If we consider adverse childhood experiences such as neglect, sexual and physical abuse, inescapable pain, the inability to be believed or to speak up, not being believed, living in chaos, being under threat, inescapable living situations, disengaged parenting, abandonment, not feeling safe with anyone, outsourced parenting, the lack of language to communicate what is going on for them, unpredictable environments and being generally left to own devices would be a predictor of developing a Sensitised Dissociative Response (SDR) to any challenges. If dissociation is the preferred model of adapting to stress for long periods of time we may see cutting which is one of the common behaviours seen with SDR which is a stress response system that is overly reactive. A history of childhood sexual and physical abuse is a strong predictor of cutting. There is comfort in damaging the self as an attempt to gain some self control.

A human being has systems that need to feel safe, if we have suffered childhood adversity we will most likely have problems self-regulating. We may be flooded by unwanted sensory experiences and images that we don’t know what to do with. We may have encoded muscle memories of helplessness or feelings of disintegration with our own bodies. We have biological systems that continue to pump out hormones to deal with the real or imagined threat.

Some people use numbing to cope (addictions/restrictions), the flip side of this is seeking sensation (cutting) to make the numbness go away which gives us a false sense of control. Sensation seeking relieves the tension when we feel overwhelmed.

Neurobiology of Cutting/Scratching

When a person cuts or scratches themselves the body releases a small amount of opioid to tolerate the pain, but when someone with SDR cuts they will release a larger amount of opioid which to them feels like a hit of morphine or heroin.

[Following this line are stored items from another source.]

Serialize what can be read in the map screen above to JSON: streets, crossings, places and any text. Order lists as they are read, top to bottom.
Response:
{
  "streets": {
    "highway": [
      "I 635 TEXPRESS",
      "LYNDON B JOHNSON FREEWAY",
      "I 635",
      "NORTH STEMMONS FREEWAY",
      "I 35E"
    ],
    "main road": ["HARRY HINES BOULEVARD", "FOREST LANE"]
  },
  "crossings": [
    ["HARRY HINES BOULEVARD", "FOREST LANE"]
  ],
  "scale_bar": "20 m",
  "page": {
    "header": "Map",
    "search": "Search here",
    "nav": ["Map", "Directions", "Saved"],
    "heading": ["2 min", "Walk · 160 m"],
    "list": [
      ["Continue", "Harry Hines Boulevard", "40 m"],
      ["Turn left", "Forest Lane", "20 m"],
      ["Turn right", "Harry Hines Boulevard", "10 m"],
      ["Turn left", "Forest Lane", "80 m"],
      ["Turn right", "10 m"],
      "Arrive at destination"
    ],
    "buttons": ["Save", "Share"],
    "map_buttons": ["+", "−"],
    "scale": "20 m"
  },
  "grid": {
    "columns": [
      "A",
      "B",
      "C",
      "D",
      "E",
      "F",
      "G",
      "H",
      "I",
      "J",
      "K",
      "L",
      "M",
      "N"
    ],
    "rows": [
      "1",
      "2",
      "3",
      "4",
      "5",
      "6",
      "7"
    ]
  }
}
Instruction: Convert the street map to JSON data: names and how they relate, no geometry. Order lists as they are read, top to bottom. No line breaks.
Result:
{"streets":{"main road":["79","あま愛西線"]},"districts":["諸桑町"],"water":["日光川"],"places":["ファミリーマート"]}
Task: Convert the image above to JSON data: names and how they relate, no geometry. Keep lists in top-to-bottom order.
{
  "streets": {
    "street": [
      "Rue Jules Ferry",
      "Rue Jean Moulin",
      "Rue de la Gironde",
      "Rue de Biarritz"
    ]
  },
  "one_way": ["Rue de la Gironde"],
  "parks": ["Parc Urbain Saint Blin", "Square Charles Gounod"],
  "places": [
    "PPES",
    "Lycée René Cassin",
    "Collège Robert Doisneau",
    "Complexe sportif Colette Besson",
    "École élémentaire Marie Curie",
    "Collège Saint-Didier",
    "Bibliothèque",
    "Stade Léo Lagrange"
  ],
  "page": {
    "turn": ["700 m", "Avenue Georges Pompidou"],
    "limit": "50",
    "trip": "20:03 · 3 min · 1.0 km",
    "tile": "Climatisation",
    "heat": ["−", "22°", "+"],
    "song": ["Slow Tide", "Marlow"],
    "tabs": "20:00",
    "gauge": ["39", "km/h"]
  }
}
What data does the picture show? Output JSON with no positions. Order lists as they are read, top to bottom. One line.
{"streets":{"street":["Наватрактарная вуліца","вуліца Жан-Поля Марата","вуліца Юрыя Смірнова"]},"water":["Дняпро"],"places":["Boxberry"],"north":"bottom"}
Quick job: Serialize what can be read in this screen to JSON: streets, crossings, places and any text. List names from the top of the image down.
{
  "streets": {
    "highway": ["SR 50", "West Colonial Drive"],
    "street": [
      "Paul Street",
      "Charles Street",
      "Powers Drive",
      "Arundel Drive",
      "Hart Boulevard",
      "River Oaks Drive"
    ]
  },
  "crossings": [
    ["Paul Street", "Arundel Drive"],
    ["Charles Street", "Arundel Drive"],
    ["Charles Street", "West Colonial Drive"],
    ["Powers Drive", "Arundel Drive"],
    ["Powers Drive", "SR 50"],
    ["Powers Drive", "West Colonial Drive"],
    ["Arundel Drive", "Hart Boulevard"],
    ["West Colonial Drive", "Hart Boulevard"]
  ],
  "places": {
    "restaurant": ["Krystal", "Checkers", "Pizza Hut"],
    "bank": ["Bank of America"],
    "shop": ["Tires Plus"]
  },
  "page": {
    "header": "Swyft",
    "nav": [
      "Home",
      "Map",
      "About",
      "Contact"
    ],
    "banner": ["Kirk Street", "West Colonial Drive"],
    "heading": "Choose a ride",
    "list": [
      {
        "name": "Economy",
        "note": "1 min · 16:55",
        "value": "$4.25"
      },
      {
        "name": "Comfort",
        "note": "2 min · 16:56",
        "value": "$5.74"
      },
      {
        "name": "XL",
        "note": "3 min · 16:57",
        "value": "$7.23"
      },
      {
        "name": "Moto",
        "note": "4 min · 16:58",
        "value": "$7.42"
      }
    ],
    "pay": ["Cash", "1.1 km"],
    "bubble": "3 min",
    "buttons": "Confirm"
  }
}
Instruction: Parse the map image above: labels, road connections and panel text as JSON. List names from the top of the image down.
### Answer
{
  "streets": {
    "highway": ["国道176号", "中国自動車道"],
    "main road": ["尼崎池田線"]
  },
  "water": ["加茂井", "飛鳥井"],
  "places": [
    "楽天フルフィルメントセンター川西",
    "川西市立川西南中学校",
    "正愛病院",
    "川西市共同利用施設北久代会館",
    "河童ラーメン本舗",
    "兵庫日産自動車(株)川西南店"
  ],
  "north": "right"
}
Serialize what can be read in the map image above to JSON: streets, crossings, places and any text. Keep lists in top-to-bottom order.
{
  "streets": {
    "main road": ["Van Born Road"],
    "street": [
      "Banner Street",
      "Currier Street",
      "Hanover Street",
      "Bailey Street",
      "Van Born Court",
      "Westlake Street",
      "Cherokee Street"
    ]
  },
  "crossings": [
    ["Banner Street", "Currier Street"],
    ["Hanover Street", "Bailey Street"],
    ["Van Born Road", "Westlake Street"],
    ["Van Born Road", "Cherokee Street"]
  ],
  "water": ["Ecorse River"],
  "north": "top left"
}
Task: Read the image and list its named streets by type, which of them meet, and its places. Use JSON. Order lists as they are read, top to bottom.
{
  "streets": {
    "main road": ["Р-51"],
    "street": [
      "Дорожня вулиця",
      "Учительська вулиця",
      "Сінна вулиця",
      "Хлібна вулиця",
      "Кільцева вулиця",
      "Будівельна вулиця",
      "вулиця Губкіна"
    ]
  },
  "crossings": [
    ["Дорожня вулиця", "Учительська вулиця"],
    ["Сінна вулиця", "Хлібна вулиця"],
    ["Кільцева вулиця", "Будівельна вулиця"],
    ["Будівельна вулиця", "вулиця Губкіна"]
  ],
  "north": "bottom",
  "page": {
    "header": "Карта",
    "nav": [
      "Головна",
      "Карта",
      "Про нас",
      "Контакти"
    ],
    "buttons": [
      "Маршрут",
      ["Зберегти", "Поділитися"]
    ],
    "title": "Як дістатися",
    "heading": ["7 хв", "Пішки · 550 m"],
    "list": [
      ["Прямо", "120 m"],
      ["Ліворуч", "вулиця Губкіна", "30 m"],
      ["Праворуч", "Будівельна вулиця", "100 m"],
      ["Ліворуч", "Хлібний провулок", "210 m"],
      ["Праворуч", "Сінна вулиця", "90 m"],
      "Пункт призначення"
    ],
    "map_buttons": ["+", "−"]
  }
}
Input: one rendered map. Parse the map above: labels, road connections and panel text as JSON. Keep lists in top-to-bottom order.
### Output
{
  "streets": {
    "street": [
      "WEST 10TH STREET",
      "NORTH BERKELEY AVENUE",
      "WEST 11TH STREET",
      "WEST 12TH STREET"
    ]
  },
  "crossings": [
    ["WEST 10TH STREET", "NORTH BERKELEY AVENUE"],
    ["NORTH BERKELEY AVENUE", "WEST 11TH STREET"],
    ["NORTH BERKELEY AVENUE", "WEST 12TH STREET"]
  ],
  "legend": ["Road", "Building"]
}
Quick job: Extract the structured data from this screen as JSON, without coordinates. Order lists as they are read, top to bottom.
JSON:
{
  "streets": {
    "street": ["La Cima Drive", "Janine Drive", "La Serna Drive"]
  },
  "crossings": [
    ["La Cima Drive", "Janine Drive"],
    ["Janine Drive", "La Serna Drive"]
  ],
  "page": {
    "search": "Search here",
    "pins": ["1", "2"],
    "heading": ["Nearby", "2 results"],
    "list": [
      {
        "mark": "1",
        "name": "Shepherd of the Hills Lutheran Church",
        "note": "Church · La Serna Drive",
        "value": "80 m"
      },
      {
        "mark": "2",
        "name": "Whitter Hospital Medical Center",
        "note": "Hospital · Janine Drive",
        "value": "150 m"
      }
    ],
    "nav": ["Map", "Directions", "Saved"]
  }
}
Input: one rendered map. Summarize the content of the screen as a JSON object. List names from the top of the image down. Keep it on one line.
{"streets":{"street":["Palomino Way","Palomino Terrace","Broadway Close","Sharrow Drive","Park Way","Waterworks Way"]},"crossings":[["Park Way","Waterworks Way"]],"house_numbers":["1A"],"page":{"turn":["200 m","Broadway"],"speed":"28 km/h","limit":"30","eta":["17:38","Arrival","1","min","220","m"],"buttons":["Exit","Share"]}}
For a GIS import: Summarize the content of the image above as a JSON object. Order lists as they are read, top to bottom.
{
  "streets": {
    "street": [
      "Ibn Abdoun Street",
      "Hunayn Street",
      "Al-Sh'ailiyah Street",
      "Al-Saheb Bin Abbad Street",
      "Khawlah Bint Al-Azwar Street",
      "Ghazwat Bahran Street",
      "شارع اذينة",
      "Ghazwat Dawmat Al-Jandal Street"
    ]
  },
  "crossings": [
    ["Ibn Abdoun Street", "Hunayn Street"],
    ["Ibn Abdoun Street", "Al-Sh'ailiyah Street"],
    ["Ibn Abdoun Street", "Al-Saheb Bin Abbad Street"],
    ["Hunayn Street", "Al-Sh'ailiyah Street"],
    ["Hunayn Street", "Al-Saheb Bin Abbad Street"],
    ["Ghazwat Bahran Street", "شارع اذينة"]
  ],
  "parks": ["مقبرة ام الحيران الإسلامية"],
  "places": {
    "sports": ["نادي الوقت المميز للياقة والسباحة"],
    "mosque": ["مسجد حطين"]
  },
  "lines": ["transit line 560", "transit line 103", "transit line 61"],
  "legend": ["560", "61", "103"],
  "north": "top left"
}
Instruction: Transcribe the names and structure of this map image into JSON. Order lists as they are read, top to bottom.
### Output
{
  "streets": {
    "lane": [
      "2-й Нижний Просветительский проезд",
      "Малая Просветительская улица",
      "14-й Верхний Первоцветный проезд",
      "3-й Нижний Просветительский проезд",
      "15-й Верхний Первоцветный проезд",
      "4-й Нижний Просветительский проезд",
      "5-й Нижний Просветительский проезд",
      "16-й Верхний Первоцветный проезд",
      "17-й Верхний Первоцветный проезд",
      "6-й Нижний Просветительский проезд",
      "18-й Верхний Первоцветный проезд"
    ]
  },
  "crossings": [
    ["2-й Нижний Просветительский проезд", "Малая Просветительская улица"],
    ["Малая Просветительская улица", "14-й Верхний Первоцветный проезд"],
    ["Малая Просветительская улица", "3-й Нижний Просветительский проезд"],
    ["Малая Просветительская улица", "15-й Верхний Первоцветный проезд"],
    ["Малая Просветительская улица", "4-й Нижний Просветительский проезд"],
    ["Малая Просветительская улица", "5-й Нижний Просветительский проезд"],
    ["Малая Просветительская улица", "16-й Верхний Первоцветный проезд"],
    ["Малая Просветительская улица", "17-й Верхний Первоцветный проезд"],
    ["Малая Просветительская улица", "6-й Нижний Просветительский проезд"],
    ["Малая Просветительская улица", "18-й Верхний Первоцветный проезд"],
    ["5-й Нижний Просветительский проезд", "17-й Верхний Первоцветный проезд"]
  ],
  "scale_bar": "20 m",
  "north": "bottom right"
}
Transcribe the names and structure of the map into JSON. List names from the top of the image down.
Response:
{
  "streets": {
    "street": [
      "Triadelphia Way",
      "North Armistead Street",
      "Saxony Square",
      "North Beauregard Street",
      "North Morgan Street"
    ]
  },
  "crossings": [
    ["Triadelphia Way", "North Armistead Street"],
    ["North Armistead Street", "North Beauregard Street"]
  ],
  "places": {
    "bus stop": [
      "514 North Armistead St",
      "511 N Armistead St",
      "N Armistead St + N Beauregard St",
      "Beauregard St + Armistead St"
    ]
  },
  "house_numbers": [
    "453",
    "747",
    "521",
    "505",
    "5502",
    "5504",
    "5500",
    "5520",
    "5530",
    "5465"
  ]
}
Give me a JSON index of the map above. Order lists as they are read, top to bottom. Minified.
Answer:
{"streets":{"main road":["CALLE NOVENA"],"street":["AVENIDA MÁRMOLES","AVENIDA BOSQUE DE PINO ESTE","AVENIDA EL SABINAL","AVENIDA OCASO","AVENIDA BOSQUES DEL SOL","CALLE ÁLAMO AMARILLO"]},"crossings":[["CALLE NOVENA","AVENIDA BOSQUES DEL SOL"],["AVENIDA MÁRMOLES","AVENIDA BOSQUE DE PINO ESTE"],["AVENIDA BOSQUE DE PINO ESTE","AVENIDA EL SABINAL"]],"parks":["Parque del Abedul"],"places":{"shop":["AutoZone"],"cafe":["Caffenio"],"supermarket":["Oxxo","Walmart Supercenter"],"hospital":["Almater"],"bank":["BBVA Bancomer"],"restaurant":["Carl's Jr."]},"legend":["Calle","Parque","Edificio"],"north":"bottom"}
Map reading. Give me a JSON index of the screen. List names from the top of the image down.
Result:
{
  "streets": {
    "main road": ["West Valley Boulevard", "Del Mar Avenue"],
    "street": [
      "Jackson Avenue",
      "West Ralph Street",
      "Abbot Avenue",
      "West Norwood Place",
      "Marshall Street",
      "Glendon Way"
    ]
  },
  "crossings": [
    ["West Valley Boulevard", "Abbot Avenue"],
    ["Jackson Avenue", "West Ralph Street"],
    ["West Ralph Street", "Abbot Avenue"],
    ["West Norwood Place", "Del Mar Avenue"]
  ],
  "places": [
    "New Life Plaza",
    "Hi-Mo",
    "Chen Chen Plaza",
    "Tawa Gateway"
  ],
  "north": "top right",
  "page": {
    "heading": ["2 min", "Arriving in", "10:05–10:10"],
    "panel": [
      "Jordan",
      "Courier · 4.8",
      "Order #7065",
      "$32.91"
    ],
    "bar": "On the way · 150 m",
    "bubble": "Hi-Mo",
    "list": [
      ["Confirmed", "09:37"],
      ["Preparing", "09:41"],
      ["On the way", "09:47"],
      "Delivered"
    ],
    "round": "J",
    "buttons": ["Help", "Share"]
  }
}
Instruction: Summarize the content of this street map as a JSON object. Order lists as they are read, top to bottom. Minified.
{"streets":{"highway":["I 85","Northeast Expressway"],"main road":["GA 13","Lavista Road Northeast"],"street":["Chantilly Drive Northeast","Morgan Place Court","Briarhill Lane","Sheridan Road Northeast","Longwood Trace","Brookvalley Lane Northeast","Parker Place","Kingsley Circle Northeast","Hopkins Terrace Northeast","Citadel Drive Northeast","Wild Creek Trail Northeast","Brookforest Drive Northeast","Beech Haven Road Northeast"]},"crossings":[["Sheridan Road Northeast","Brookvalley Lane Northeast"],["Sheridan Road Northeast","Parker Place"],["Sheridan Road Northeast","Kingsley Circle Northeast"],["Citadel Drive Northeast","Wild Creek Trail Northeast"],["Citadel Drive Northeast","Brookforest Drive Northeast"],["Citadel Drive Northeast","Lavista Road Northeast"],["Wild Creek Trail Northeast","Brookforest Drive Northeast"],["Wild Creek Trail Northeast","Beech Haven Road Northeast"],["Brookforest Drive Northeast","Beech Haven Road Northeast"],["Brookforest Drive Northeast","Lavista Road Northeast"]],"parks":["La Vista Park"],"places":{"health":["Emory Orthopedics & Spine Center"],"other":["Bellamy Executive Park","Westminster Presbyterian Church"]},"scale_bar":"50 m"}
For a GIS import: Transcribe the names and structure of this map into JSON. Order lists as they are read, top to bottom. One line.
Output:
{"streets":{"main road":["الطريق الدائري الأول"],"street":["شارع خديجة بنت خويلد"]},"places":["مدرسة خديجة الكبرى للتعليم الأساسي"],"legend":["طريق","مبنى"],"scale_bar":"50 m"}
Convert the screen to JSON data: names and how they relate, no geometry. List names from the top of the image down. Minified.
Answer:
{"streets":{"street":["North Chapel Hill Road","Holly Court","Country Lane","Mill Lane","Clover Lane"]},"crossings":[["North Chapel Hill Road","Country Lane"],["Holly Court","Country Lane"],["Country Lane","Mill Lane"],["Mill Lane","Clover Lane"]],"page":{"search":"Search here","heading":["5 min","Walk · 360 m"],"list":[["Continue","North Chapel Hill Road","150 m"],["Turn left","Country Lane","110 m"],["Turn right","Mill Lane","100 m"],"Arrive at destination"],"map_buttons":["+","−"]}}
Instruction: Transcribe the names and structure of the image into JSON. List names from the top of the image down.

This opioid burst feels regulatory, soothing and rewarding and can become the preferred method of self-regulation. Some people may try it, but find it so painful that they don’t return to it, but we can see why someone with SDR tendencies would start using it as a coping mechanism.


So how do we help someone who is cutting as a form of self-regulation? We explain the neurobiology of the stress and reward system, we guide them towards self-regulation skills, Vagus nerve work, help them learn skills to keep within their window of tolerance such as Emotional Freedom Technique and breath work, search out an EMDR (Eye Movement De-sensitisation Re-processing) therapist to work through their trauma and adversities, snap an elastic band on the wrists that won’t cut the skin to induce a similar feeling, find a Somatic therapist to help guide them through working to feel safe in their body, seek out a trauma-informed Yoga specialist, an Internal Family Systems therapist and any professional therapist that is trauma-informed. No amount of cognitive or talking therapy in my experience helps with someone that self-harms, it needs to be paired with somatic or a bottom up approach.